PROBLEM DETAILS
Locate every line below that contains the word "butt" and copy it.

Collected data

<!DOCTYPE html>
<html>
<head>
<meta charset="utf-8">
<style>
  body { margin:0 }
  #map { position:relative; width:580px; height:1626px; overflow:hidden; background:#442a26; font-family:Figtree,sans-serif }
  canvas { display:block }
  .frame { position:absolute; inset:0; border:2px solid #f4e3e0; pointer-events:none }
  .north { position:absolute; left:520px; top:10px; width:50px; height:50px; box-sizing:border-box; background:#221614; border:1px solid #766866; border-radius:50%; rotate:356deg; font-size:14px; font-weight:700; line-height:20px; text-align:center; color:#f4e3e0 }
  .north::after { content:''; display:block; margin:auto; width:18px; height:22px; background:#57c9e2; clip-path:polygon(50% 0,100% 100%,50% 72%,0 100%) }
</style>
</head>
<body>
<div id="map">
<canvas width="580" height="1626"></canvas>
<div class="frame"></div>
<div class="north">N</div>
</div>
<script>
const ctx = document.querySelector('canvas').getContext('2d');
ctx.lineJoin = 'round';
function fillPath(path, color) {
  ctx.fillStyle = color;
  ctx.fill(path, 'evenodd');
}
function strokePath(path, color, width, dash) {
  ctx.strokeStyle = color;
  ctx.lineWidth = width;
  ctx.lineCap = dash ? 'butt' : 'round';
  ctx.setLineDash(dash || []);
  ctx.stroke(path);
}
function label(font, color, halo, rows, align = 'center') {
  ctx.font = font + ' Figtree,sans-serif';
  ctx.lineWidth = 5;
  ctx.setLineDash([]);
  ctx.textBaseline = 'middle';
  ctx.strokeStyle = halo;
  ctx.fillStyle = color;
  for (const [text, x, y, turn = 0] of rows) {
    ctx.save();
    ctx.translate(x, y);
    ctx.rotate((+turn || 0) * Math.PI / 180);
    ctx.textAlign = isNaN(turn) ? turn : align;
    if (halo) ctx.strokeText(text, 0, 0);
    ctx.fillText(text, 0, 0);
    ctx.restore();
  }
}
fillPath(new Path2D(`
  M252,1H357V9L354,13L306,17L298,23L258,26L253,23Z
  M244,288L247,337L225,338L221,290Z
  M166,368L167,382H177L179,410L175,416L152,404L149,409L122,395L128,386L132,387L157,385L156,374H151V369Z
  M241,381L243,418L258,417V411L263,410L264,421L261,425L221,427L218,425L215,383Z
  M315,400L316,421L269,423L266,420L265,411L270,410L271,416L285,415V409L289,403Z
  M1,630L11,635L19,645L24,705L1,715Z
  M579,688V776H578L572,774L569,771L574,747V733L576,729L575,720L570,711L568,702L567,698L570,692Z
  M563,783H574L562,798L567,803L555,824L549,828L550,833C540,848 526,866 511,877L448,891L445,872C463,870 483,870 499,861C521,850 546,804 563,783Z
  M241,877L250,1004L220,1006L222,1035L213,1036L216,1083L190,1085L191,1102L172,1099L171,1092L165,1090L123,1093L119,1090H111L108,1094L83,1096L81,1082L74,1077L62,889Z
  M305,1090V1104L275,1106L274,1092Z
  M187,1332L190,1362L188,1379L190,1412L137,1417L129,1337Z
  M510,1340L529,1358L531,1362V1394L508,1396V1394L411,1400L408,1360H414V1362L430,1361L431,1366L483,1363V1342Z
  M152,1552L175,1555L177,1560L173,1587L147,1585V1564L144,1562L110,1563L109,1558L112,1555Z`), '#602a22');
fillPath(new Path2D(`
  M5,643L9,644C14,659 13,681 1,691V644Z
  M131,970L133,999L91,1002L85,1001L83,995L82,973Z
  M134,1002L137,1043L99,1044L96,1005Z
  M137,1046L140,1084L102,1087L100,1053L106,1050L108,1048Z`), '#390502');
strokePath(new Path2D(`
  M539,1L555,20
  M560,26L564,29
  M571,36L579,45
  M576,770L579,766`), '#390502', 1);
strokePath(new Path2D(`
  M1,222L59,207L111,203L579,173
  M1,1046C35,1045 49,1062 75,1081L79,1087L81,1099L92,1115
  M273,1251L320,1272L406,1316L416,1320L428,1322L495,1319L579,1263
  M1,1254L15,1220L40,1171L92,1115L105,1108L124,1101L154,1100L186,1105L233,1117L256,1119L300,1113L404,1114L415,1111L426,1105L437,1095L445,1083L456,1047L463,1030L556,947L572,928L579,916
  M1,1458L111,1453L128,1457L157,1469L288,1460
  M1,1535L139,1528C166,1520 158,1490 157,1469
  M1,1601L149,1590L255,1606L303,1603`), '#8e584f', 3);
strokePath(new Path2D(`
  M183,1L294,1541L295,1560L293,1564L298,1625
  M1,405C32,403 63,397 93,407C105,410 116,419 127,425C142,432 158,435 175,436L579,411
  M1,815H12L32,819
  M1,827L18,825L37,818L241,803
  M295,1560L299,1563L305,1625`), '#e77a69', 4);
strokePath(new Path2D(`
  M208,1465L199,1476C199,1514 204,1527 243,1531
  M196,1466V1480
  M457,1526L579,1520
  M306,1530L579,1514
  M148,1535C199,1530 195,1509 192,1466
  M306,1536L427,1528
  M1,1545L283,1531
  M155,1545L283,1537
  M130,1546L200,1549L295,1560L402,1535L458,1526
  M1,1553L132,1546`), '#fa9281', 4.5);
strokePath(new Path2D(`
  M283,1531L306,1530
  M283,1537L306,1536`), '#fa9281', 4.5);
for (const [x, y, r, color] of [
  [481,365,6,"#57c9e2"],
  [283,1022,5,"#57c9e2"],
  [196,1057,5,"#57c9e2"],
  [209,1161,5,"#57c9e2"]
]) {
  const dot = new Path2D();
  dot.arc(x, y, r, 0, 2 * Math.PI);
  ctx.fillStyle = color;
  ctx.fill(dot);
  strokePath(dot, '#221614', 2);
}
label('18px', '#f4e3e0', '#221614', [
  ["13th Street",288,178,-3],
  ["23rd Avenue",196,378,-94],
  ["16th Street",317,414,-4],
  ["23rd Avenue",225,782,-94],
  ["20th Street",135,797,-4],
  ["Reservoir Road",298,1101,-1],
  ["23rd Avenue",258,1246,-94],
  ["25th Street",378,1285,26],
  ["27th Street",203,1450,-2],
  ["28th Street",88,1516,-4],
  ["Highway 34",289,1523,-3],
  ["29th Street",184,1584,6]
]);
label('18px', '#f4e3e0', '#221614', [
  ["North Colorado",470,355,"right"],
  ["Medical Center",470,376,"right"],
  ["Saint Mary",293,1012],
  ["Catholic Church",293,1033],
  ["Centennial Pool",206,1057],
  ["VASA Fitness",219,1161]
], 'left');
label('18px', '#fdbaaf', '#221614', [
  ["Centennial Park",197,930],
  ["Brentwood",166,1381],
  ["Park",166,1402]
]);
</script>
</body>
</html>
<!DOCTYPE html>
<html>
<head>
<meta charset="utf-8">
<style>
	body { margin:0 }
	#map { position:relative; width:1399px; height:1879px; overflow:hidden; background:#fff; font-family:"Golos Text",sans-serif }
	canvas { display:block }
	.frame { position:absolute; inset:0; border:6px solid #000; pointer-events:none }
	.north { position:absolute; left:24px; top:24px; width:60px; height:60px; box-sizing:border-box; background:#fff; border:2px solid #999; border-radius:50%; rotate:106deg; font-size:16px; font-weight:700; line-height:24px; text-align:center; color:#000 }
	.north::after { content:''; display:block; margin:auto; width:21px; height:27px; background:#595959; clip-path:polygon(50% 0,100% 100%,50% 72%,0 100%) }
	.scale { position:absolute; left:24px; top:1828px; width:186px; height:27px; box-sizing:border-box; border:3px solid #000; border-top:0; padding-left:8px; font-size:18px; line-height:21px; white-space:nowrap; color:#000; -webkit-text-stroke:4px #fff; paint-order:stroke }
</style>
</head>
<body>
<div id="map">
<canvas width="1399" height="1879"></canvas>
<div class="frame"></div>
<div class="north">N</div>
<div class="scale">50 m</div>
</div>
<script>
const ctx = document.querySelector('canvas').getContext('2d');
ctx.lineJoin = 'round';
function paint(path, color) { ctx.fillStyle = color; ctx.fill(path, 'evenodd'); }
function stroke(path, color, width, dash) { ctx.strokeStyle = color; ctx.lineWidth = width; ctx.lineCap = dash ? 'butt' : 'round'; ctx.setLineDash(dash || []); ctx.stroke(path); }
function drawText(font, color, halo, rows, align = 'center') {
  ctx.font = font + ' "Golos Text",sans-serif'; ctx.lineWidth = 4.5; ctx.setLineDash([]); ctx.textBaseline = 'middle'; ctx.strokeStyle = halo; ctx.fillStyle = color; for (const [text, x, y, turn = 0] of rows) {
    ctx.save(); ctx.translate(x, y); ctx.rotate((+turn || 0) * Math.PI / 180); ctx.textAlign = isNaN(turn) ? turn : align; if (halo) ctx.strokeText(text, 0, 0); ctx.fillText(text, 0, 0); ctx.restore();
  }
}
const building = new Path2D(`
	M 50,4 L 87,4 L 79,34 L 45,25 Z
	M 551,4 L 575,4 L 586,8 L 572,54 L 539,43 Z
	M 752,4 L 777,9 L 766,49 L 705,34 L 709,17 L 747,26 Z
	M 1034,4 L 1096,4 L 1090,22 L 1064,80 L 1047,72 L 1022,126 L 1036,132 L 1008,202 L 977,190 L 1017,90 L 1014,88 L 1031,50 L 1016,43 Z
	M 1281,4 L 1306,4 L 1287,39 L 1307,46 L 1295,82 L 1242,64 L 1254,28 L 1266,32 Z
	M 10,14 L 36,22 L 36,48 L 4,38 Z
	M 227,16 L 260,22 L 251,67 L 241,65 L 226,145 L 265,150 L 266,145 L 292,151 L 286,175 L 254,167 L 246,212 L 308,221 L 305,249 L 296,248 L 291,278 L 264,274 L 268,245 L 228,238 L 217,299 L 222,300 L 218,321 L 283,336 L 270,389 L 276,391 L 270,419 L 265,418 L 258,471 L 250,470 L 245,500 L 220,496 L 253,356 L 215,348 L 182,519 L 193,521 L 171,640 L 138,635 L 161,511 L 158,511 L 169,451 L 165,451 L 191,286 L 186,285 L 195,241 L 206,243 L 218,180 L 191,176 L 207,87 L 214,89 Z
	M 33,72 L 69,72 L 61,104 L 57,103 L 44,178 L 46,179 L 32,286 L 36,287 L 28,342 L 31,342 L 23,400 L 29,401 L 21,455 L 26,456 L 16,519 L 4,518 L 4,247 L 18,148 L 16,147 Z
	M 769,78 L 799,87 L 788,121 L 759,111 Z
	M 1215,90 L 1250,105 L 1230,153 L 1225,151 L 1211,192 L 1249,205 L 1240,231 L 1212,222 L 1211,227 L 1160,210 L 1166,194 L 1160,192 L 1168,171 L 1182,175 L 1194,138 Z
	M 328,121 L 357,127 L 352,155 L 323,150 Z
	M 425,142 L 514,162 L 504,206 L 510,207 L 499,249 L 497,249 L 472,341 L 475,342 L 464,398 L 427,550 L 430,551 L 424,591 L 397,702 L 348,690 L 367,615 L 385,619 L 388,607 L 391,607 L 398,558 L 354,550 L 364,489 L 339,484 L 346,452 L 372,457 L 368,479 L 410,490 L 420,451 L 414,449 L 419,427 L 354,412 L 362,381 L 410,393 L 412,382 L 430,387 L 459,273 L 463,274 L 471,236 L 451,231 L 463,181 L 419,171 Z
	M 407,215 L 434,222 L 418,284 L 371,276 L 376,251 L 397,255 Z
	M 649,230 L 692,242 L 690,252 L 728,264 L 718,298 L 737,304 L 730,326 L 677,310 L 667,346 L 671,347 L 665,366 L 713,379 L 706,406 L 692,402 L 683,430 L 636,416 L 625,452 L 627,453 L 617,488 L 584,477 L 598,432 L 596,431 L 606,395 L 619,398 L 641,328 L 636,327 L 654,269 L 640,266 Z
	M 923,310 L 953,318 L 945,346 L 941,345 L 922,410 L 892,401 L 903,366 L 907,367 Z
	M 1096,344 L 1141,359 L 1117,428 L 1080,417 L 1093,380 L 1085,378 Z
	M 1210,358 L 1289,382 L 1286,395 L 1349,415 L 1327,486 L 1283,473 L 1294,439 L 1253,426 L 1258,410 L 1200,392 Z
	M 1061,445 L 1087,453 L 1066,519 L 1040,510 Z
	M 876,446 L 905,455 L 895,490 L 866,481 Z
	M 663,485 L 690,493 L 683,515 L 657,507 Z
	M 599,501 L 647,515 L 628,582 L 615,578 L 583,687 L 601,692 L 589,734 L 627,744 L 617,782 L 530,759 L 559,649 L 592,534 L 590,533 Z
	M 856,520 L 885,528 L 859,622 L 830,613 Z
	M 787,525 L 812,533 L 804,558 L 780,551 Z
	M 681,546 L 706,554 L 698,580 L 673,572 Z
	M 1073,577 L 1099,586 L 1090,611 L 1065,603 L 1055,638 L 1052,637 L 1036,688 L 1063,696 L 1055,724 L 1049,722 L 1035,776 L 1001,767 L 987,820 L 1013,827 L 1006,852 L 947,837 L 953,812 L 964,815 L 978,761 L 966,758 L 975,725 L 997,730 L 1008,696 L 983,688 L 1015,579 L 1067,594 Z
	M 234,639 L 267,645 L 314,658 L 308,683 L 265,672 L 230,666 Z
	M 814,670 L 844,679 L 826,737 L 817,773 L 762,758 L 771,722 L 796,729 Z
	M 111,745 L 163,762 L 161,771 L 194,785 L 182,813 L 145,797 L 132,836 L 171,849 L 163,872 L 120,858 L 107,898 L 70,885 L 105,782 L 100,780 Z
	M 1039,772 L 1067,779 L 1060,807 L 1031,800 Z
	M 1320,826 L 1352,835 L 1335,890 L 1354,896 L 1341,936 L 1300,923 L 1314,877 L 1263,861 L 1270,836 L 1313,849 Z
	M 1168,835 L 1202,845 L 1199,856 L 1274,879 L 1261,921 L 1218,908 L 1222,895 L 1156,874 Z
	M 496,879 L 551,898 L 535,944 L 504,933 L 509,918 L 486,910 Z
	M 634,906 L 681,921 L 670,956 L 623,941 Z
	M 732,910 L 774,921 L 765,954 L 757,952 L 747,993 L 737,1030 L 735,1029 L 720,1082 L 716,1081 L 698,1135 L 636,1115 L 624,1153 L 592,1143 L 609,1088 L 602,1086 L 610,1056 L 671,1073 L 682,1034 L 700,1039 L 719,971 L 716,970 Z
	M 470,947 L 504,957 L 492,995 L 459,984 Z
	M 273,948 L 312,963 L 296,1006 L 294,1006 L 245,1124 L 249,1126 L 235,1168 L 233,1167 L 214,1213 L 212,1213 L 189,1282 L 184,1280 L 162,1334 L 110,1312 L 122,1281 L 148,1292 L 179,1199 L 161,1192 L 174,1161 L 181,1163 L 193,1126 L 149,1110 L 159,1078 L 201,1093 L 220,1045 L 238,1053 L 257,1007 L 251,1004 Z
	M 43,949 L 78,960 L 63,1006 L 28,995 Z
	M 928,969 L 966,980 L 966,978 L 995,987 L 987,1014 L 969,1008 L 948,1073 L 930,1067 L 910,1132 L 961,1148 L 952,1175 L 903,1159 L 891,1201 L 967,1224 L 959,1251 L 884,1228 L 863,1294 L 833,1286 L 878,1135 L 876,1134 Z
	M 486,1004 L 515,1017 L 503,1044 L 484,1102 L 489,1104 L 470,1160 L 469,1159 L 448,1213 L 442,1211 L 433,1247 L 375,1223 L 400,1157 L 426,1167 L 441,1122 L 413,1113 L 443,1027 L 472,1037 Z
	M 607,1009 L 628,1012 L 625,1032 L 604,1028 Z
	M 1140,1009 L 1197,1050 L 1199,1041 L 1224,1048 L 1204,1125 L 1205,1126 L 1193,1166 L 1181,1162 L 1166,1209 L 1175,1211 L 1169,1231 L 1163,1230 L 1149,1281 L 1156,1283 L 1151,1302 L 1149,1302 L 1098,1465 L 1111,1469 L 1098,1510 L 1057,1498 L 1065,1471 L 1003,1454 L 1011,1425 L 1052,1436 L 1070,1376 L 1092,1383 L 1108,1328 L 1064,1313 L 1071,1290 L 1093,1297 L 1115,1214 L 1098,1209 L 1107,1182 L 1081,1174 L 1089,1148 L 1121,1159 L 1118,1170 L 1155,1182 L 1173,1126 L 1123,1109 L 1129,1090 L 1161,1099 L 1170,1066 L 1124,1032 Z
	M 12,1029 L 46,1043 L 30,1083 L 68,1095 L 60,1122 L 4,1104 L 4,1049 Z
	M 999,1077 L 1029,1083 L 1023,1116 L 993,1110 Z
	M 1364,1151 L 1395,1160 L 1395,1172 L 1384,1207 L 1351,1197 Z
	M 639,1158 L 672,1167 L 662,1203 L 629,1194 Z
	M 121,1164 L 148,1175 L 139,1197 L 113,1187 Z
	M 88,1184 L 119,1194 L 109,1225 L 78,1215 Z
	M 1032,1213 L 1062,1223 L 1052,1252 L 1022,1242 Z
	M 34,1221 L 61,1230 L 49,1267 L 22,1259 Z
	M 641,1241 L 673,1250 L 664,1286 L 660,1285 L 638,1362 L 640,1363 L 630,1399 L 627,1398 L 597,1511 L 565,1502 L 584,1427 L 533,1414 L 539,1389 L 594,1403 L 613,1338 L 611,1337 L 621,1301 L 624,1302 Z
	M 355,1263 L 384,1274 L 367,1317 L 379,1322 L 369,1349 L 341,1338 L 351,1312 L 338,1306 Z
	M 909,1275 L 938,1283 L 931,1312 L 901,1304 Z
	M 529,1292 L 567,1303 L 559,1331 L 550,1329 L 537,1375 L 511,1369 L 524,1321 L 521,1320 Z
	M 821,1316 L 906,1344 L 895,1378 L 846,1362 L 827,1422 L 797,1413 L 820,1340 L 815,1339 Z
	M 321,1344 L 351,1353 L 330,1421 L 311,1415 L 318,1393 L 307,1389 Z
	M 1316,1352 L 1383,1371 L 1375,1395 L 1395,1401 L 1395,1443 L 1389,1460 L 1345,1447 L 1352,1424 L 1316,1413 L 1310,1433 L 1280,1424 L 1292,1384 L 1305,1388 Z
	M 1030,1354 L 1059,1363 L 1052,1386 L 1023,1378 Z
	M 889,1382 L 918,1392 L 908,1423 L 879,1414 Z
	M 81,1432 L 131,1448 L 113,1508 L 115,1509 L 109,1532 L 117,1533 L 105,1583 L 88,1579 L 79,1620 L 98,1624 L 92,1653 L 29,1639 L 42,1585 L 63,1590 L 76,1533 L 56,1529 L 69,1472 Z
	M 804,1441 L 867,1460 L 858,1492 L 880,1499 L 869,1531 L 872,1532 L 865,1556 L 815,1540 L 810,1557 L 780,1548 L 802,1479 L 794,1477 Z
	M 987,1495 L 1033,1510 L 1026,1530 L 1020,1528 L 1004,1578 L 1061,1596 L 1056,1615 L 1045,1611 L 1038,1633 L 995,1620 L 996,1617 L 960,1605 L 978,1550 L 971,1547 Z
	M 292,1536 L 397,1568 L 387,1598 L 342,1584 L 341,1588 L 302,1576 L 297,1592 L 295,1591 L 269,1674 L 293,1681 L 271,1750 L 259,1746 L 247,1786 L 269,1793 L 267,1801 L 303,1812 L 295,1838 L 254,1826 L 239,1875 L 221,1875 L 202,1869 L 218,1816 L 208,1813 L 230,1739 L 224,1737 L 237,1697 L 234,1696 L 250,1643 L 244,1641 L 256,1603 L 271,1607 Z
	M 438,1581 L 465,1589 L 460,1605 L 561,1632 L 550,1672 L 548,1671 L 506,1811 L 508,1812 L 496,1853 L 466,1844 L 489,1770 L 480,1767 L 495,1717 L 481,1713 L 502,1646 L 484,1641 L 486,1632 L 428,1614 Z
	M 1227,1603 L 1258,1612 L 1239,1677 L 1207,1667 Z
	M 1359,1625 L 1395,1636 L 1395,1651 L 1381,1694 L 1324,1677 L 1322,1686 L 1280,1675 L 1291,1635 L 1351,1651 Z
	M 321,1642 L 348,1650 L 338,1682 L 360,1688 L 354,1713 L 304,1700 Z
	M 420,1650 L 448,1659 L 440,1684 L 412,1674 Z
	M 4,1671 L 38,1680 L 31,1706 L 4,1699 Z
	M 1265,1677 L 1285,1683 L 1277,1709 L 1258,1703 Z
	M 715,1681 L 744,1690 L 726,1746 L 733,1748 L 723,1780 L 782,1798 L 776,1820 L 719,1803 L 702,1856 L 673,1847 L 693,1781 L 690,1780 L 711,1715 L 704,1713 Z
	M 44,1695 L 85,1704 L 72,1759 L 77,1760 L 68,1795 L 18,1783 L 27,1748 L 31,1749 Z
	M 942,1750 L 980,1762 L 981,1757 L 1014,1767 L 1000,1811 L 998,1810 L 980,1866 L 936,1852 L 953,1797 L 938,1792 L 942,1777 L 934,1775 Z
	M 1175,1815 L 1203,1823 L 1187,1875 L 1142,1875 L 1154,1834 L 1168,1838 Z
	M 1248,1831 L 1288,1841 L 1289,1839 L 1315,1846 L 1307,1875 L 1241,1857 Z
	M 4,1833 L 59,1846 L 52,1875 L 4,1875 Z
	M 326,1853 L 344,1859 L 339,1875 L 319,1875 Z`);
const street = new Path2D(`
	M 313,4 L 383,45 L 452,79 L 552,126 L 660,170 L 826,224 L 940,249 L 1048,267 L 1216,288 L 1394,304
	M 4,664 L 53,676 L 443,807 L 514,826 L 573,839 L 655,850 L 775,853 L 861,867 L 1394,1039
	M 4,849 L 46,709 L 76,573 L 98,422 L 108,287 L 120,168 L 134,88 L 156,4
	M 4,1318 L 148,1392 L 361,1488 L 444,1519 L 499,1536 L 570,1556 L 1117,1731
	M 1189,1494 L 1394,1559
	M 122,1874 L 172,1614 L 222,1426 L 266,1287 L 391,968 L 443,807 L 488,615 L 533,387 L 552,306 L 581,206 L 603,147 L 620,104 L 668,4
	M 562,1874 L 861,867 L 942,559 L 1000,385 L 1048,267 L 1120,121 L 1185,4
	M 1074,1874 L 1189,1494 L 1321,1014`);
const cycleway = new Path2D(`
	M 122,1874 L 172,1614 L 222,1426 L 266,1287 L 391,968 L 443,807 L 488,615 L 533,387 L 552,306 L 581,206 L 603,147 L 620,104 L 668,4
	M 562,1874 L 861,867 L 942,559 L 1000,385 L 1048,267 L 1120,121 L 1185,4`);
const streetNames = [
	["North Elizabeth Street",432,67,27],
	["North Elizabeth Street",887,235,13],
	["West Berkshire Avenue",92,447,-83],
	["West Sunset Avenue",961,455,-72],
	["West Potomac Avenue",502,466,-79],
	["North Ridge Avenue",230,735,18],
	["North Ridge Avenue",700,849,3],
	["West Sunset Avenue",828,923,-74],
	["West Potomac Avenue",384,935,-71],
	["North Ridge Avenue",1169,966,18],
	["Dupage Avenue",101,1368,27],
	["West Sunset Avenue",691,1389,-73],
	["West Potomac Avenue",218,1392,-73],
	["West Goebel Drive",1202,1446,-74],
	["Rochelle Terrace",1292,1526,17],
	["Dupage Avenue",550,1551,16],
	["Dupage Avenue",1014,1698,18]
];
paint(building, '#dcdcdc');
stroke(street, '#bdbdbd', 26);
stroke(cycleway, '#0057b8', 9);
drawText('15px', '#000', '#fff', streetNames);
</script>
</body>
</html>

REPLY
  ctx.lineCap = dash ? 'butt' : 'round';
function stroke(path, color, width, dash) { ctx.strokeStyle = color; ctx.lineWidth = width; ctx.lineCap = dash ? 'butt' : 'round'; ctx.setLineDash(dash || []); ctx.stroke(path); }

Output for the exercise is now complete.